Copy every line that holds the string "Lehnen" from the data below.

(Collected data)
^^^^^^^^^^^^^^^^

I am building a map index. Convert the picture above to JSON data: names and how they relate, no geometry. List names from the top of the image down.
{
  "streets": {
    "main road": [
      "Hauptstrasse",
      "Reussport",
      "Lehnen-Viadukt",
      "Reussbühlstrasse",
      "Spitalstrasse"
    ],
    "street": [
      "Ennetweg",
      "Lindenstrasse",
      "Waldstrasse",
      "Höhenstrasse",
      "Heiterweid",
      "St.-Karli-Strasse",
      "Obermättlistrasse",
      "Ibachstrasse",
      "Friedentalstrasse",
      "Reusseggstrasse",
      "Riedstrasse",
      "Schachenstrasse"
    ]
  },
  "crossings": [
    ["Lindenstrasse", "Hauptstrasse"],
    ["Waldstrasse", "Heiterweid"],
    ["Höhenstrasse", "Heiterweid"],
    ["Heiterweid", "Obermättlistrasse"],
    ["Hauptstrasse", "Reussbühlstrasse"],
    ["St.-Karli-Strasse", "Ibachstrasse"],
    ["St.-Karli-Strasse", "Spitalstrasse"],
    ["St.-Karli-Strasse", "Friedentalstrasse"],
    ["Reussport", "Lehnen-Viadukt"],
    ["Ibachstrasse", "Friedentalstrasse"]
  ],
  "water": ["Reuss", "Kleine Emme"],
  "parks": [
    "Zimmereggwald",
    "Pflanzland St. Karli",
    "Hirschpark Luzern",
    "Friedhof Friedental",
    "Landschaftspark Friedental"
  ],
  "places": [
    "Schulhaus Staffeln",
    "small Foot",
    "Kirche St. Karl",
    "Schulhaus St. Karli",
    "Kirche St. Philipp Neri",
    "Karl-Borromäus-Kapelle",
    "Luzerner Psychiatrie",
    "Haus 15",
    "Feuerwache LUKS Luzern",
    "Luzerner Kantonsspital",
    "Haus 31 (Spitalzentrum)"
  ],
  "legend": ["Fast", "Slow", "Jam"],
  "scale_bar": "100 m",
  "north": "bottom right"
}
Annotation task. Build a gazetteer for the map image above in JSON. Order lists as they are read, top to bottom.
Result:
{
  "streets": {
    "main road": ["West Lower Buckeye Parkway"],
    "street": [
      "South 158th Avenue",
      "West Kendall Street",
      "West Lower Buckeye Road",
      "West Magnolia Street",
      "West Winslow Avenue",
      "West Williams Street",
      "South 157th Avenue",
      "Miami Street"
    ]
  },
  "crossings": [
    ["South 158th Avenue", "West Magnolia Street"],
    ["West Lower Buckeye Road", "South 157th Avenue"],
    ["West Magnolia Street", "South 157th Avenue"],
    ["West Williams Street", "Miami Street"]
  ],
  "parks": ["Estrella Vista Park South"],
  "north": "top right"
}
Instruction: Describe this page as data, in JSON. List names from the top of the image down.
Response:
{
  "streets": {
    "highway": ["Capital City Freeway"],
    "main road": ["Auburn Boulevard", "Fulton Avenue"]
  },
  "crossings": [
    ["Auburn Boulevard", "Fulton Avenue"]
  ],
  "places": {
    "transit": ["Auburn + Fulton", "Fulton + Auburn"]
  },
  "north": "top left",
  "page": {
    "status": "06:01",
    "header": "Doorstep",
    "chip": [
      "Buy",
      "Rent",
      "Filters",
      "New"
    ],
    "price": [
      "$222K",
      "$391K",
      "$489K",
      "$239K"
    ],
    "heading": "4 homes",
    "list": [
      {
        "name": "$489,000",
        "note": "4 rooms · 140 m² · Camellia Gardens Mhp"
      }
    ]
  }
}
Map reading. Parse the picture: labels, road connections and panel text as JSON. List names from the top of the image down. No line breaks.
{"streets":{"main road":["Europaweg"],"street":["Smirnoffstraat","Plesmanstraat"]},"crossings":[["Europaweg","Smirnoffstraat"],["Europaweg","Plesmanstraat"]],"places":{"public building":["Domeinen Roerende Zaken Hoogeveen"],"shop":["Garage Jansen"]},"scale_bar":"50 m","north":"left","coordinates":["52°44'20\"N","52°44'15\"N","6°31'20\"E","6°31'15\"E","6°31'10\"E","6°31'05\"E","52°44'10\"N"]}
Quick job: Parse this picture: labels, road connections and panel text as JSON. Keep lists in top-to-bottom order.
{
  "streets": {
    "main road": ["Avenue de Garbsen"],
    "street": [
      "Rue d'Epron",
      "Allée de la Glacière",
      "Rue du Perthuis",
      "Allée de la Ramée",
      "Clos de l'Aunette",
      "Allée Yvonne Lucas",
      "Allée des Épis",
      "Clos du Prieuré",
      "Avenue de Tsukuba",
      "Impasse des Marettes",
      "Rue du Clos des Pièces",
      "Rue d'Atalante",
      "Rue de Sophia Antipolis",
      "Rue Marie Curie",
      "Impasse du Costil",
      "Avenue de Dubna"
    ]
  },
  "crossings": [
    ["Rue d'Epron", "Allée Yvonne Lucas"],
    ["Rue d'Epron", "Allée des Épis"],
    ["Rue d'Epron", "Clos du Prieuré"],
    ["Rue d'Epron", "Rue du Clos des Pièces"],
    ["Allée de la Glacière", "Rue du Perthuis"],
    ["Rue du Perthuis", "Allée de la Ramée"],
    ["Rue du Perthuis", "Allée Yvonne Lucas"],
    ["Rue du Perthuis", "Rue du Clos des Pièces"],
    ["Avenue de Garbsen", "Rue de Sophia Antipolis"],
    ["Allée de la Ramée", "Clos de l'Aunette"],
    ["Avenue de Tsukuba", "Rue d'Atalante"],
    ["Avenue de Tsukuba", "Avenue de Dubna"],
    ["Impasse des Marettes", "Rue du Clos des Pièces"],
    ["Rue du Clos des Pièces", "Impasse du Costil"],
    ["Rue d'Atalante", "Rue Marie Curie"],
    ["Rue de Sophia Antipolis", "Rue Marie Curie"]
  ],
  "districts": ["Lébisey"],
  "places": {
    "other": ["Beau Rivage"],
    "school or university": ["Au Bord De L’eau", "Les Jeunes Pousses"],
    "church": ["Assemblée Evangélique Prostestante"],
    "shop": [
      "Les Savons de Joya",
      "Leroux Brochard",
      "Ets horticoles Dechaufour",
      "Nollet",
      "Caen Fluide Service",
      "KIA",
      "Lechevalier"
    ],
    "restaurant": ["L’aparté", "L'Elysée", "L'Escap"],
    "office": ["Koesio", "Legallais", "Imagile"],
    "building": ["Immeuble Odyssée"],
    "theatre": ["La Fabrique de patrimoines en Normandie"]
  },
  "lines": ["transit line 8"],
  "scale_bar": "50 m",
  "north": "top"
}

^^^^^^^^^^^^^^^^

* _Response to the exercise_
      "Lehnen-Viadukt",
    ["Reussport", "Lehnen-Viadukt"],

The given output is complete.